As some of you may remember I do most AKC show stuff. It was my pleasure this past week to work a young golden pup that I co-own in the field. At seven months old, having been introduced to gunshot correctly, then birds in a controlled environment we took him out to the field. "Nismo" did an awesome job, and put the few local trainers that told me goldens were no better than "swamp collies" in the dog house! I'll get some pictures this week. Also, he showed this weekend and won is large 6-9 month puppy class. Form AND function.:!:


----------



## Thomas Barriano (Mar 27, 2006)

Jamie

Congrats on your Golden but I've always thought
"swamp collie" was a derogatory name for GSD's


----------



## Charlotte Hince (Oct 7, 2010)

Congrats to you and Nismo. Gotta like a well bred Golden with a brain (they're getting harder to find). 



Thomas Barriano said:


> Jamie
> 
> Congrats on your Golden but I've always thought
> "swamp collie" was a derogatory name for GSD's


I'm more familiar with it in terms of Goldens, personally. I always assumed it was a reference to their long coat being a hindrance in comparison to the field trial labs. More hair= slower swimming...


----------



## Jaimie Van Orden (Dec 3, 2008)

I've always been told it started because collies were so over (and for the wrong reasons) bred they became useless as herding dogs, and impossible to train with no instinct. Goldens are commonly called "swamp collies" because many are fear biters (WAY to many) and if you put any pressure on them they come "up the leash" few have any instinct, the breeders are breeding awful fluffy coats because they are pretty- making them basically useless in the field. Swamp collies... useless bird dogs.


----------



## Bob Scott (Mar 30, 2006)

Very nice!
I showed terrers in the breed ring for a number of years and took every one of them hunting.

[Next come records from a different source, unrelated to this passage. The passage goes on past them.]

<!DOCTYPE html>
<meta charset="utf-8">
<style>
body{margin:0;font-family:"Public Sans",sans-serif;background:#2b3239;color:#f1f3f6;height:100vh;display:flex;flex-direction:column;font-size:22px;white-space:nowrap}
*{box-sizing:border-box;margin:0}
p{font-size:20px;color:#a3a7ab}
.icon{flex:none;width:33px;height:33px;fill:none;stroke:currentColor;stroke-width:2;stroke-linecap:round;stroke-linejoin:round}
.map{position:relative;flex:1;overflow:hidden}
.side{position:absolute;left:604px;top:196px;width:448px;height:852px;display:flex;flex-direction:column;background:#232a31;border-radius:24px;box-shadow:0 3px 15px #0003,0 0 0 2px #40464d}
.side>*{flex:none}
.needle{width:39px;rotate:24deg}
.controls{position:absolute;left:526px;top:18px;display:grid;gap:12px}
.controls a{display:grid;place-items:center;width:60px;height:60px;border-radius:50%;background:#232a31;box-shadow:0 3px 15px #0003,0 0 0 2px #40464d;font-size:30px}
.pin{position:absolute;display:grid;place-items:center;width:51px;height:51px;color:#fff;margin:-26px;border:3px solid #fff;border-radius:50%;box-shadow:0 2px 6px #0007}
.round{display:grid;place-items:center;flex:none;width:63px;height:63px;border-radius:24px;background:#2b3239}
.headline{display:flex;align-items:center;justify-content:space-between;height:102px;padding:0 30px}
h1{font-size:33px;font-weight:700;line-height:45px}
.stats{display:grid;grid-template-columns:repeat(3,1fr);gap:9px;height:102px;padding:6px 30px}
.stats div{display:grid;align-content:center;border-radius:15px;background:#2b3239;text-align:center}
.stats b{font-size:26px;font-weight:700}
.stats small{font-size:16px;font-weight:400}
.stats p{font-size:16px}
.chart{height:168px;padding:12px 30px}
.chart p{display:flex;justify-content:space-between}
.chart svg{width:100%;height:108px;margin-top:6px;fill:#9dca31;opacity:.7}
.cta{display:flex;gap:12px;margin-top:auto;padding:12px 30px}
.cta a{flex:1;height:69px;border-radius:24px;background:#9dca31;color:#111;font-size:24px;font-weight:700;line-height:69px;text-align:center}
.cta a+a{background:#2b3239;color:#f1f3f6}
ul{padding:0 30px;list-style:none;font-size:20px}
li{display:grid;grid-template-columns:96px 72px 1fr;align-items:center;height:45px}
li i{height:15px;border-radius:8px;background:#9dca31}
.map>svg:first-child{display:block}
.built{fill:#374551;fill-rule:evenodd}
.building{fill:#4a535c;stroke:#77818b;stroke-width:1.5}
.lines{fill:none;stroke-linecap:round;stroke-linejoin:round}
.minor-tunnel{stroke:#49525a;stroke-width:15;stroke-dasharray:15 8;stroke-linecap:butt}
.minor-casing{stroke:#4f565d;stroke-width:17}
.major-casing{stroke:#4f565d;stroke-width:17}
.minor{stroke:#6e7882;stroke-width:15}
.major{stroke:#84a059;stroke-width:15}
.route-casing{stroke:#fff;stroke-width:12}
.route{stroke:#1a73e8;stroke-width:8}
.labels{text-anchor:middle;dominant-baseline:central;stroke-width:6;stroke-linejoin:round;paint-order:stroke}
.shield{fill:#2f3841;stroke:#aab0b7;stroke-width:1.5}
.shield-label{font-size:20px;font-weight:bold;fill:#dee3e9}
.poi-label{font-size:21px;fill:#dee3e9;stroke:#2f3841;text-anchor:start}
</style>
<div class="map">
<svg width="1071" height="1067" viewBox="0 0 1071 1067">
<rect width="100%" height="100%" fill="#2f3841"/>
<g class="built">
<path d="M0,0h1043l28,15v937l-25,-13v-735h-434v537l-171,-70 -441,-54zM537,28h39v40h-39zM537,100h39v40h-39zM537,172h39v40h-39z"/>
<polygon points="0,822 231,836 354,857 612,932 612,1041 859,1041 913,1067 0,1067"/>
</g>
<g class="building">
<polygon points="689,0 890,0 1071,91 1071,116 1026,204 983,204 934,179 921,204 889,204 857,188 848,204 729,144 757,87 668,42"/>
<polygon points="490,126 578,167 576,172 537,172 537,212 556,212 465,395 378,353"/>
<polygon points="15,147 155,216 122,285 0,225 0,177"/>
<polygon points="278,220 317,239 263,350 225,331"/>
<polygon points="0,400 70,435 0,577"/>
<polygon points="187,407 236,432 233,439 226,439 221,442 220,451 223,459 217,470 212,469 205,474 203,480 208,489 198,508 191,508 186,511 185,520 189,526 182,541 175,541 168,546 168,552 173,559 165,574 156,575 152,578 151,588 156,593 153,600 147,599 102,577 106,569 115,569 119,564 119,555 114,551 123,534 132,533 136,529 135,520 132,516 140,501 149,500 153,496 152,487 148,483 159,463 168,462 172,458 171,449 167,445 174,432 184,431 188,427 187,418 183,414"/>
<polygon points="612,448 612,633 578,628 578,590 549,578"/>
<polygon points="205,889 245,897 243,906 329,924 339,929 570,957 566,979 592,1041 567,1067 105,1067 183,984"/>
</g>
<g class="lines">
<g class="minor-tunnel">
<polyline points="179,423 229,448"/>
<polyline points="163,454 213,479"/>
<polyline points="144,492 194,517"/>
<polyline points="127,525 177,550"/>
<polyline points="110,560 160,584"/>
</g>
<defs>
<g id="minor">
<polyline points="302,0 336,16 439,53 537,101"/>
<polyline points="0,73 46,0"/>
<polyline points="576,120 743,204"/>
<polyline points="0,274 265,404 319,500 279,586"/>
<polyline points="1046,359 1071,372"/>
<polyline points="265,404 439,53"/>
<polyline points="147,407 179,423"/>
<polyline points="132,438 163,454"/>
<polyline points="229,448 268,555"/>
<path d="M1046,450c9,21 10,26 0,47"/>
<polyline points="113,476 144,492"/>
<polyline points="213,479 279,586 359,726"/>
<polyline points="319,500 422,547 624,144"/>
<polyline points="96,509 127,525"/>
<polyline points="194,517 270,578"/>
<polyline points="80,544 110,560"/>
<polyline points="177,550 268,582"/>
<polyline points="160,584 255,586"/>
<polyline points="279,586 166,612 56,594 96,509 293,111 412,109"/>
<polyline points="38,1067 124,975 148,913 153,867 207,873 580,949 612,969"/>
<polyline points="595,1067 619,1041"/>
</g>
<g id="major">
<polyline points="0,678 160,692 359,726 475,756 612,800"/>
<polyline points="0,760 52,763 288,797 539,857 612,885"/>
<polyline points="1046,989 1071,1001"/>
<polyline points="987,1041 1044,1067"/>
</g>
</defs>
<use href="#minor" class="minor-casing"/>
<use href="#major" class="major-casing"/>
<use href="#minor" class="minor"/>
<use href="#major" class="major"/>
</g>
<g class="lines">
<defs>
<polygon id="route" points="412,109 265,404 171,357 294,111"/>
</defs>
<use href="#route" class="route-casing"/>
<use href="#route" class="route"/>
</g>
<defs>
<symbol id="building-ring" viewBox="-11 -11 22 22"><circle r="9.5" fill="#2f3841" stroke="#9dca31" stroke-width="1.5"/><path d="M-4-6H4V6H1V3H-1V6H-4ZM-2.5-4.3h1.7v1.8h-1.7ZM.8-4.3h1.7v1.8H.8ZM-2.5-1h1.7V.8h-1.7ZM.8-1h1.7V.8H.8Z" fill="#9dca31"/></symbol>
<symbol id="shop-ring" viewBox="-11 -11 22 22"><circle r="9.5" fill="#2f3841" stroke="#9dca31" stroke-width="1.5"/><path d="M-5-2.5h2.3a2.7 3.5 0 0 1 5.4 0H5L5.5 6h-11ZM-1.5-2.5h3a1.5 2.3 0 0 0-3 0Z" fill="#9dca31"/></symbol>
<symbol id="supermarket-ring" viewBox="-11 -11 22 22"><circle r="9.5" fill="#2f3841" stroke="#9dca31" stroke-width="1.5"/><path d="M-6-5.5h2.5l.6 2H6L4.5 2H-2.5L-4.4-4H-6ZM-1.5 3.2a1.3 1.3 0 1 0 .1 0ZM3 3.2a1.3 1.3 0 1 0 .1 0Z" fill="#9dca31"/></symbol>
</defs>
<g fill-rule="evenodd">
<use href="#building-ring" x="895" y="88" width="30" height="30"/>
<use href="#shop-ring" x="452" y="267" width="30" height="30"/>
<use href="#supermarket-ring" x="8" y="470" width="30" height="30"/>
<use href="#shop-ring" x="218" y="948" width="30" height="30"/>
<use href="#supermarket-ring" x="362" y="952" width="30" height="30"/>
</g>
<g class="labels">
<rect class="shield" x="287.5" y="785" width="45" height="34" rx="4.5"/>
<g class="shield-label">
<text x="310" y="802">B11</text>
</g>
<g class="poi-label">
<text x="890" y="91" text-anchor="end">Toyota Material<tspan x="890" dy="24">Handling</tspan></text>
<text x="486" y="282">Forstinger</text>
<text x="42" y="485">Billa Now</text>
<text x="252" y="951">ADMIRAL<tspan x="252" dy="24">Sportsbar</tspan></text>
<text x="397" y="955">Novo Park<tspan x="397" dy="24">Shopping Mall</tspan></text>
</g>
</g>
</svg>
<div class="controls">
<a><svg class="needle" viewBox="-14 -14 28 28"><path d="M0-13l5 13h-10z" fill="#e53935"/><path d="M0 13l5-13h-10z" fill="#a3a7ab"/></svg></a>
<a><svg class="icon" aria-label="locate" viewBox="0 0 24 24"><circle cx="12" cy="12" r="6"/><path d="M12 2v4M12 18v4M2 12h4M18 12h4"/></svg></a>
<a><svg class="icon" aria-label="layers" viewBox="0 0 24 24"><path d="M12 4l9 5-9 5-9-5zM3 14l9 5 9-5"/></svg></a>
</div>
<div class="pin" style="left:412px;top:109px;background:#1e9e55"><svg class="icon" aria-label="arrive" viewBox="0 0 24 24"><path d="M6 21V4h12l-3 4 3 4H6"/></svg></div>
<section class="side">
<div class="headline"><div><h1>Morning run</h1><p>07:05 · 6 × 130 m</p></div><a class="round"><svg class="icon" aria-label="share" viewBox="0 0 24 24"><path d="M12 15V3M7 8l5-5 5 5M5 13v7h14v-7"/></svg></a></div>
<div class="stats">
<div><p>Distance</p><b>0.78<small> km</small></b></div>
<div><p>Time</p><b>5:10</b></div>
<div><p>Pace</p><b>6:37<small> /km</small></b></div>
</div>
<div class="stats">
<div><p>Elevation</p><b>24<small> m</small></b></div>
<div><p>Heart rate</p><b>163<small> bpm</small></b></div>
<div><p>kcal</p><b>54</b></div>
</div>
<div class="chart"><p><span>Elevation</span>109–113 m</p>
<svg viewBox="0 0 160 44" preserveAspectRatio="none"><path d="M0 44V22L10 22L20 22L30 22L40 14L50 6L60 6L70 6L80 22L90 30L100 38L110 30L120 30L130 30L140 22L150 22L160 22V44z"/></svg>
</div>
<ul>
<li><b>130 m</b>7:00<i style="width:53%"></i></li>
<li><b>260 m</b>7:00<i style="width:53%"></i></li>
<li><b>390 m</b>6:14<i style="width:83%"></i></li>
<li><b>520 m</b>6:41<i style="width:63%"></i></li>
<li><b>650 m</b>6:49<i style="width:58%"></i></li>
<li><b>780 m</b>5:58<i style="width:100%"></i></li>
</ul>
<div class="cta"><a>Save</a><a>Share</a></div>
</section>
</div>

Some sucked and some did a great job but you never know till you give it a go!


----------



## Bob Scott (Mar 30, 2006)

BTW, long coated GSDs are referred to as Swamp collies by some.


----------



## Jaimie Van Orden (Dec 3, 2008)

Bob Scott said:


> BTW, long coated GSDs are referred to as Swamp collies by some.


I've never heard that, learned something today lol:smile:


----------